Opinion: Addressing the industry’s 800-lb gorilla

Jim Sullivan is a keynote speaker at foodservice leadership conferences worldwide. His newest book Fundamentals is available at Amazon or Sullivision.com. Check out his leadership video series at NRN.com. This article does not necessarily reflect the opinions of the editors or management of Nation’s Restaurant News.

Sullivision.com chief executive Jim Sullivan
One hundred and ten percent.

Question: Is that number a) the amount of effort every pro athlete expends for their team or b) the average hourly employee turnover in the foodservice industry every year, according to Dallas-based Black Box Intelligence? The wretched answer is: b). And it’s time we address this crisis head-on before the Gen Z labor pool passes the foodservice industry by like so many silos on a Wisconsin road trip.

110%. Reading that number you either shrug or shiver. If you merely shrug — rationalizing that “that’s the price of doing business” in the foodservice industry — you’re whistling past the graveyard. You shiver if you realize that this rate of employee churn is unsustainable in the near-and-long-term lest the labor side of our business collapses. The fact is we passed the crisis point five years ago and are sliding toward a systemwide breakdown if we don’t address the problem today, and start applying the requisite fixes tomorrow, and the day after that, too.

How is 110% turnover NOT the primary issue in foodservice today? This is an industry that blows a gasket when asked to display sodium content on menus. So where’s the outrage about our chronic employee churn? Where’s the righteous indignation and corrective measures from our industry associations, consultants, C-level suites and concept founders? The silence is deafening.

For years we’ve pretended our turnover numbers were not “that bad,” preferring to rail about commodity prices and government regulation as the primary causes of our shrinking margins. But in our hearts we knew our turnover was a bad sign. By comparison, the retail industry (e.g. Wal-Mart) now suffers 50% turnover, according to The Wall Street Journal, and considers itself in crisis mode as a result. Our industry reacts to 110% annual turnover with a kind of collective nonchalance of a fiddling Nero while Rome burns.

The fact is that we don’t have a “labor” crisis, it’s a turnover crisis. Or probably more accurately, let’s call it a tenure crisis. So where did we go wrong?

If the foodservice industry was a house, it began to outgrow its original footprint some two decades ago. Giddy with growth, we suddenly needed to add on many other rooms and floors to accommodate our success.
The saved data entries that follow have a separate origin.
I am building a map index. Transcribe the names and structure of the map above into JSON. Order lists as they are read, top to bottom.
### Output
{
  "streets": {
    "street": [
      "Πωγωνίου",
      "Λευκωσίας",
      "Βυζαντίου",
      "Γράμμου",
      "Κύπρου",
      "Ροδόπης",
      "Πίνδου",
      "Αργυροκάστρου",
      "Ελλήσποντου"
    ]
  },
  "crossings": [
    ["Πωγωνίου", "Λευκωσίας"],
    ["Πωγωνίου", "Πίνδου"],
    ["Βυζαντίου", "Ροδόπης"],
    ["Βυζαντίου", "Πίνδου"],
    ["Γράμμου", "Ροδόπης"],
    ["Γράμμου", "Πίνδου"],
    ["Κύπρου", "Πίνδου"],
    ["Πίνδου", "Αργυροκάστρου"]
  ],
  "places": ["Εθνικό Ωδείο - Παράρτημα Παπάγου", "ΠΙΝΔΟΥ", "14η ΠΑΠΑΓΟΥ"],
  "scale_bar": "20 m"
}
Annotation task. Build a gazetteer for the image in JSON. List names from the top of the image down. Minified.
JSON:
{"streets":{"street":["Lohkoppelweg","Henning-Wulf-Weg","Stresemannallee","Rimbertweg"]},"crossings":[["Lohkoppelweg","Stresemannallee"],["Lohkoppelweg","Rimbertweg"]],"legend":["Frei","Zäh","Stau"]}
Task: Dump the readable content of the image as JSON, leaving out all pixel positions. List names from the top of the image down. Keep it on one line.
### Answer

But instead of buying new materials for the expansion, it’s almost like we decided to rip out the foundation and use it to build the new levels. We only wanted to be taller, quicker. But when you sacrifice the foundation to build new floors the edifice will eventually come crashing down. And in 2016 the foundation cracks are our ever-escalating turnover numbers. The classic business axiom “Develop your action plan before you get into crisis, so you don’t become a prisoner of events” was ignored. We’re now in a cell of our making. If that doesn’t convince you, maybe the numbers will.

Labor costs are typically the second-highest expense in foodservice, until you consider the price of turnover. Industry estimates for hourly team member replacement costs are $5,000 per employee, or 20%-30% of an entry-level salary. So if you employ 50 people and your hourly turnover rate is 100%, you’re generating $250,000 in annual replacement costs PER restaurant. A 25% reduction in turnover saves $62K per restaurant per year and improves service, teamwork and productivity by having a productive and seasoned staff. Constant turnover north of 100% also strains payroll, administration, systems and customer service. Plus, it worsens management turnover since half of their time is spent recruiting, hiring and training new team members instead of driving quality, service and sales.

We recognized the problem fifteen years ago, but we had what seemed like an endless stream of new candidates willing to fill any vacated foodservice job. That stream has slowed to a trickle, and the chickens have come home to roost. Consider this: four of the biggest concerns foodservice operators have today — the $15/hour wage, the impending “labor shortage,” union recruiting and tip elimination — are all direct results of our failure to address the root causes of our turnover issues. Have we gotten to the point where we know the price of everything, but the value of nothing? What do we need to do? A lot.

Here’s a short list of actions:

Make the case at a higher level. This is a top-down, not a bottom-up concern. CEOs must declare war and champion the issue. Make employee turnover a line-item topic at every meeting at every level. Apportion resources to improve hiring, training, development and career-pathing. Most companies are just moving peas on their plate relative to resolving the turnover issue. Here’s a thought: what if we were to elevate the importance of improving turnover to the importance of food safety?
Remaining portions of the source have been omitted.